It’s difficult to fathom in the age of digital media today, but there was once a time when citizens wholly depended upon newspaper coverage to stay current with local and international events. Headlines mattered, and on the strength of those, subsisted the livelihoods of those directly and indirectly involved with the business of the printing press, right down to the selling of “papes” on the street corners of major cities. Disney’s musical, “Newsies,” which wraps up its touring stop at Hollywood’s Pantages Theatre on September 4th, is largely based on the 1899 real-life story of a group of impoverished lost boys who go on strike against Joseph Pulitzer’s “New York World” after the publisher raises the buy-to-sell rate from 50 to 60 cents a bundle.
Though there are differences between the plot in “Newsies” and as the history books tell it, including the fact that the leader of the strike was an eye-patched stalwart by the name of Kid Blink as opposed to Jack Kelly, the stage musical passionately imparts the essence of what transpired over a century ago, punctuating the conflict that pitted boys against a magnate and his cronies with intense urgency.

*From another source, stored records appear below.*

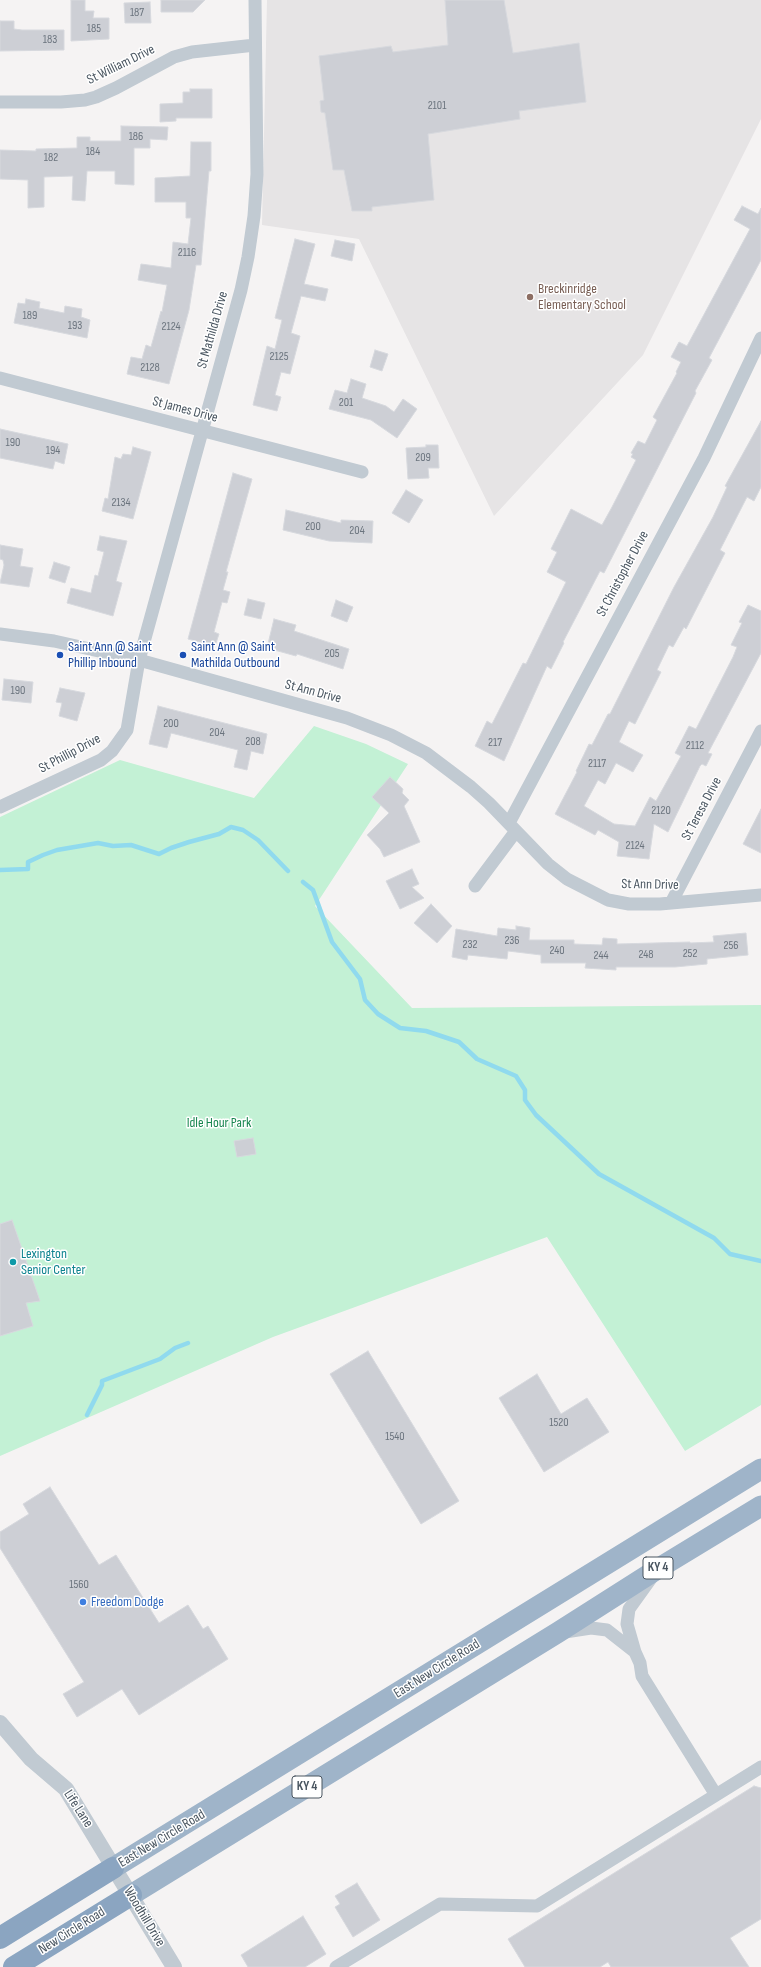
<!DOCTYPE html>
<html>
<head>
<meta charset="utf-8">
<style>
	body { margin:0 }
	canvas { display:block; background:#f5f3f3 }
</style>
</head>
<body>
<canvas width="761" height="1967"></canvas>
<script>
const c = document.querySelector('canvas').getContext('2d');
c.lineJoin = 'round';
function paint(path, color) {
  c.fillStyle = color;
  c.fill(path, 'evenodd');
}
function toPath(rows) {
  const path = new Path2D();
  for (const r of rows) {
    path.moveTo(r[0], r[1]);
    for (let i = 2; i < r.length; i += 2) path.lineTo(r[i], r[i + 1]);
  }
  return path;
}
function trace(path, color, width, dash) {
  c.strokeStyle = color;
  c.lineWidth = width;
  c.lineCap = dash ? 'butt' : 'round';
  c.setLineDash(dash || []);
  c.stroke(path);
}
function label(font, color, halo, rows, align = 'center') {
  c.font = font + ' "Sofia Sans Condensed",sans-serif';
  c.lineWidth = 3;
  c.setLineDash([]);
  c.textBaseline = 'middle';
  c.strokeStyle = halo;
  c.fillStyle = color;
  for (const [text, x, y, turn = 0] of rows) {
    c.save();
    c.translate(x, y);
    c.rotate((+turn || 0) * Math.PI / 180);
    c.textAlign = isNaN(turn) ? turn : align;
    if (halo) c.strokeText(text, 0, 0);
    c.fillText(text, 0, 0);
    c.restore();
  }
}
const education = toPath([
	[267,0,761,0,761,119,643,355,494,516,359,239,262,225]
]);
const green = toPath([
	[314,726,366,744,408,764,315,906,412,1008,761,1005,761,1405,685,1451,547,1237,273,1337,0,1456,0,817,120,760,254,798]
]);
const stream = toPath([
	[0,870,28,869,28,862,43,855,57,850,98,843,113,846,131,845,159,854,171,848,189,842,219,834,231,827,243,830,258,840,288,871],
	[303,882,313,890,332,942,360,979,365,1000,378,1014,400,1028,426,1031,459,1042,477,1059,516,1076,525,1090,525,1100,536,1115,599,1174,714,1238,730,1254,761,1261],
	[87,1415,102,1385,102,1381,160,1359,175,1348,188,1343]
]);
const building = toPath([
	[71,0,85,0,85,11,94,11,93,18,109,18,109,39,71,41,71,0],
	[161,0,205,0,193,12,161,12,161,0],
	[445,0,504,0,513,53,579,43,586,102,519,111,520,119,428,134,434,200,372,207,372,211,352,211,344,170,333,170,325,113,321,112,320,101,324,100,319,56,391,46,393,52,448,45,445,0],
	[150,2,151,23,125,23,124,3,150,2],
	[0,21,14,21,14,29,22,30,64,30,64,50,0,51,0,21],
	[190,89,212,89,212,118,176,118,176,121,160,122,160,104,183,103,183,92,190,92,190,89],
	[121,126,168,127,167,140,150,139,150,148,134,148,134,185,115,184,115,171,87,171,85,201,72,200,73,176,44,177,44,207,28,208,28,180,0,179,0,150,36,151,36,149,77,148,77,137,90,137,90,141,121,141,121,126],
	[191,142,211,142,211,171,209,171,201,265,196,265,189,310,169,384,127,374,131,357,142,359,146,345,151,347,161,311,162,312,167,285,138,280,141,264,171,268,173,242,188,244,191,218,186,218,186,202,155,202,155,178,190,176,191,142],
	[742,206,758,214,761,208,761,260,709,358,712,360,695,391,696,393,604,573,600,571,563,642,564,643,551,669,547,666,504,761,475,746,487,721,492,724,523,663,526,664,566,582,547,572,557,552,551,549,571,509,602,525,612,507,636,460,631,457,633,454,631,453,638,441,645,444,657,420,653,417,677,373,676,372,681,362,671,357,679,342,687,346,750,229,734,220,742,206],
	[295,239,315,244,304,284,328,289,325,301,301,296,291,333,300,336,290,374,281,372,275,395,281,397,277,411,253,405,267,346,275,349,282,320,275,318,295,239],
	[335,240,355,244,352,261,331,256,335,240],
	[26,299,40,302,39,308,64,313,65,306,82,309,81,317,90,320,87,338,14,323,18,303,25,304,26,299],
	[375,350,388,354,382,371,370,367,375,350],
	[351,379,366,384,362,398,386,406,394,412,403,399,417,409,397,438,371,420,329,409,335,390,347,393,351,379],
	[761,421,761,487,754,501,747,497,720,550,725,553,686,629,684,627,673,647,669,645,657,670,661,672,635,724,629,721,619,742,643,755,633,772,616,763,605,784,598,780,584,806,614,824,635,826,650,797,656,801,681,756,675,753,689,726,696,729,733,657,737,647,731,645,742,623,739,622,748,605,761,611,761,653,708,753,712,754,706,766,702,764,700,766,668,832,654,824,649,859,617,856,619,842,598,830,595,835,555,814,577,772,576,771,589,744,592,745,608,714,610,714,674,587,713,517,727,487,725,486,761,421],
	[0,429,68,444,64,464,55,461,53,469,0,458,0,429],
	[426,445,438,445,439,468,428,468,429,478,408,479,406,448,426,447,426,445],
	[133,447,151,452,133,519,102,511,105,498,108,499,115,457,121,459,123,454,131,455,133,447],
	[233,473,252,479,226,572,228,572,223,590,230,592,227,603,222,602,214,632,219,634,215,646,188,639,233,473],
	[406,490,423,500,409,523,392,513,406,490],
	[286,510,341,523,341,520,373,521,372,543,329,541,283,530,286,510],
	[100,536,127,541,116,581,122,583,113,616,67,603,71,588,91,593,95,575,98,576,104,552,97,550,100,536],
	[0,545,23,549,20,566,33,568,29,587,0,583,4,565,3,560,0,559,0,545],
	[54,562,70,567,65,583,49,578,54,562],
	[248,599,265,603,261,619,244,615,248,599],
	[336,600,353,607,347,622,331,616,336,600],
	[274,619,296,625,294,631,349,649,343,669,297,654,296,656,267,648,274,619],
	[4,679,33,682,31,703,2,700,4,679],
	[60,688,85,693,77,721,59,716,62,703,56,702,60,688],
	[158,706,267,734,263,754,251,751,247,770,234,767,238,750,171,733,167,748,149,744,158,706],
	[390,777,403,789,402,793,409,800,404,806,420,842,384,857,380,849,367,835,389,813,372,797,390,777],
	[761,809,761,853,743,844,761,809],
	[412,869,419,884,412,887,424,898,400,909,386,881,412,869],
	[431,904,452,926,437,943,414,923,431,904],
	[516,926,530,928,529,940,574,940,574,944,602,945,603,938,617,939,617,944,690,942,690,943,714,942,713,936,746,933,748,955,707,959,707,964,675,967,616,967,616,970,585,968,586,963,541,963,541,955,508,951,507,959,468,955,467,960,452,957,456,929,497,936,498,928,516,930,516,926],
	[253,1138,256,1154,237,1157,234,1141,253,1138],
	[12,1220,40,1301,26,1303,33,1326,0,1336,0,1224,12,1220],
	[368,1351,459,1501,421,1524,330,1374,368,1351],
	[537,1374,561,1414,587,1398,609,1432,544,1472,499,1398,537,1374],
	[50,1487,99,1565,116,1555,159,1623,188,1605,203,1629,208,1626,228,1659,139,1715,122,1689,77,1717,63,1694,84,1682,0,1548,0,1532,29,1514,23,1504,50,1487],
	[754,1786,761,1788,761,1919,730,1938,749,1967,611,1967,608,1962,600,1967,525,1967,508,1939,754,1786],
	[357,1883,380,1920,353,1937,335,1907,340,1904,335,1896,357,1883],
	[303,1916,326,1954,305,1967,248,1967,241,1955,303,1916]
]);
const minor = toPath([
	[0,102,61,102,85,100,96,97,116,88,174,57,192,52,255,45],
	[0,378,362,472],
	[0,634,54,641,139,660,347,718,391,735,426,753,471,787,489,803,548,864,567,879,608,900,629,904,660,904,761,895],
	[0,807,101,760,112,751,127,730,139,660,241,290,248,257,254,216,257,174,255,0],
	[509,823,704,458,761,338],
	[475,886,516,831],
	[671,903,761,731],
	[652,1577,629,1609,627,1624,635,1652,640,1663,642,1676,716,1795],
	[565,1632,591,1628,607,1630,635,1652],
	[336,1967,440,1904,537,1906,761,1767]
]);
const tertiary = toPath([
	[0,1723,31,1759,66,1789,174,1967]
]);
const trunk = toPath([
	[113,1868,761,1469],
	[131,1895,557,1633,659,1568,761,1506]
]);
const motorway = toPath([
	[0,1938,113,1868],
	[14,1967,131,1895]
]);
const markers = [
	[530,297,4,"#8d6e63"],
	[60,655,4,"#1a4fb4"],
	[183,655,4,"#1a4fb4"],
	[13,1262,4,"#0f9aa8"],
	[83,1602,4,"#3f7fe0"]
];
const numberNames = [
	["187",137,13],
	["185",94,29],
	["183",50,40],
	["2101",437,106],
	["186",136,137],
	["184",93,152],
	["182",51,158],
	["2116",187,253],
	["189",30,316],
	["193",75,326],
	["2124",171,327],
	["2125",279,357],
	["2128",150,368],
	["201",346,403],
	["190",13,443],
	["194",53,451],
	["209",423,458],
	["2134",121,503],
	["200",313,527],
	["204",357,531],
	["205",332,654],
	["190",18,691],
	["200",171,724],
	["204",217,733],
	["208",253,742],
	["217",495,743],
	["2112",695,746],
	["2117",597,764],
	["2120",661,811],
	["2124",635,846],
	["236",512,941],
	["232",470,945],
	["256",731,946],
	["240",557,951],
	["252",690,954],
	["248",646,955],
	["244",601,956],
	["1520",559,1423],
	["1540",395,1437],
	["1560",79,1585]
];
const shields = [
	[658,1568,30],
	[307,1787,30]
];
const shieldNames = [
	["KY 4",658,1568],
	["KY 4",307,1787]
];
const streetNames = [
	["St William Drive",121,65,-26],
	["St Mathilda Drive",213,330,-74],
	["St James Drive",185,410,15],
	["St Christopher Drive",623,574,-62],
	["St Ann Drive",313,692,15],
	["St Phillip Drive",70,754,-28],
	["St Teresa Drive",702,809,-62],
	["St Ann Drive",650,885,1],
	["East New Circle Road",437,1669,-32],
	["Life Lane",78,1809,57],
	["East New Circle Road",162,1839,-31],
	["Woodhill Drive",144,1917,59],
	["New Circle Road",72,1931,-32]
];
const educationNames = [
	["Breckinridge",538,289],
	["Elementary School",538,305]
];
const transitNames = [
	["Saint Ann @ Saint",68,647],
	["Phillip Inbound",68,663],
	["Saint Ann @ Saint",191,647],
	["Mathilda Outbound",191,663]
];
const parkNames = [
	["Idle Hour Park",219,1123]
];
const cultureNames = [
	["Lexington",21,1254],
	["Senior Center",21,1270]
];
const shopNames = [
	["Freedom Dodge",91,1602]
];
paint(education, '#e6e4e5');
paint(green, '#c3f1d5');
trace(stream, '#90daee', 4.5);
paint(building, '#cdcfd5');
trace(building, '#d7d9de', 1);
trace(minor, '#c1cad2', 13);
trace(tertiary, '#c1cad2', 16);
trace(trunk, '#9fb4c9', 21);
trace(motorway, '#8ba5c1', 22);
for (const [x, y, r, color] of markers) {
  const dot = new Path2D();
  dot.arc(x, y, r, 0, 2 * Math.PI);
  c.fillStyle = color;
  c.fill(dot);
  trace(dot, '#fff', 1.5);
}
label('12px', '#6b747e', null, numberNames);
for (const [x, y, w] of shields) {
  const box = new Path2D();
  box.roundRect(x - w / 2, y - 11, w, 22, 3);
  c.fillStyle = '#fff';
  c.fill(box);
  trace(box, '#4a5661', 1);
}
label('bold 13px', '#4a5661', null, shieldNames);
label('14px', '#4a5661', '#fff', streetNames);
label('14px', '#785e54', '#fff', educationNames, 'left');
label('14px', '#164399', '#fff', transitNames, 'left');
label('14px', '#17864f', '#fff', parkNames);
label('14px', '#0d838f', '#fff', cultureNames, 'left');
label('14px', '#366cbe', '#fff', shopNames, 'left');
</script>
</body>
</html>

Leading by example, figuratively and literally, is Joey Barreiro, who brings an undeniable charisma to Jack Kelly. He is fantastic in the way he portrays the headstrong determination of an adolescent who becomes a man by virtue of his indefatigable leadership around which the Newsies look to. Still, even he needs encouragement, and he effectually receives it from Crutchie (heartwarmingly acted by Andy Richardson), Davey (portrayed with moving emotional complexity by Stephen Michael Langton), Medda Larkin (embodied with graceful congeniality by Aisha de Haas) and, at last, influential New York Governor Teddy Roosevelt (positively resurrected by Kevin Carolan). Thus, every chain link forms a sturdy unison that dares to topple the seemingly insurmountable Pulitzer.
Steve Blanchard, who plays the bottom-line-driven Joseph Pulitzer, brings a compelling villainy to the role that is an amalgamation of desk-pounding puerility and upright regality. His voice booms and echoes with ominousness, especially when he makes the unnerving declaration to Kelly that if his newspaper doesn’t print the paperboys’ call to action, then it’s like it never happened. In addition, as we later come to find out, Pulitzer is not only in a publishing quagmire, but a personal one, given that his daughter Katherine is supporting a cause that he is trying to stymie.
Morgan Keene offers a vital sensibility to Katherine, who is driven by literary ambition and the pursuit of justice even if it flies in the face of her powerful father’s wishes. If Kelly is the hero, then Katherine is the saving grace, using her influence and familial connections to use a withered printing press to defy Pulitzer’s coverage ban of the strike. Keene shines radiantly in “Watch What Happens,” when she combines a mastery of melodic words with her resonant mezzo-soprano voice to convey her character’s capacity to effect change with only a typewriter. And, when Katherine inevitably falls in love with Kelly in the musical, we believe it utterly, as we throw aside our cynicism, because of the laudable chemistry between Barreiro and Keene on stage – a bond that becomes the decisive impetus behind the newsboys’ ultimate triumph.
Yet, as gripping as the narrative arc is in “Newsies,” its main attraction might be the incomparable athleticism on display by the ensemble. The world-class array of pirouettes, air splits, gravity-defying back flips, somersaults, tap-dancing, synchronized combinations, and Grand Jeté leaps happen so quickly, and with such a jaw-dropping degree of precision, that one is left breathless at the sight of the deserving sweat that relentlessly condenses on the brows of the performers.
Certainly, while every ensemble member is spectacular, some standouts include Daniel Switzer (Race), who effortlessly maneuvers around on stage; Josh Burrage (JoJo/Darcy), who not only offers some of the most ardent facial expressions, but is also one of the hardest-working actors in the cast; Sky Flaherty (Albert), who is consistently on point, particularly demonstrating suspenseful dramatic tension when his character goes from scab back to renewed advocate; and Jordan Samuels (Specs), who threatens to set a new world record for vertical leaping every time he floats in mid-air, like Michael Jordan in his heyday.
Disney’s “Newsies” (under the direction of Thomas Schumacher) is highly recommended for delivering a cogent mix of memorable acting moments, elite acrobatics, and overall, exhilarating entertainment. The book is by Harvey Fierstein, with music by Alan Menken, and the lyrics by Jack Feldman. The touring production is proficiently directed by Jeff Calhoun with choreography by Christopher Gattelli.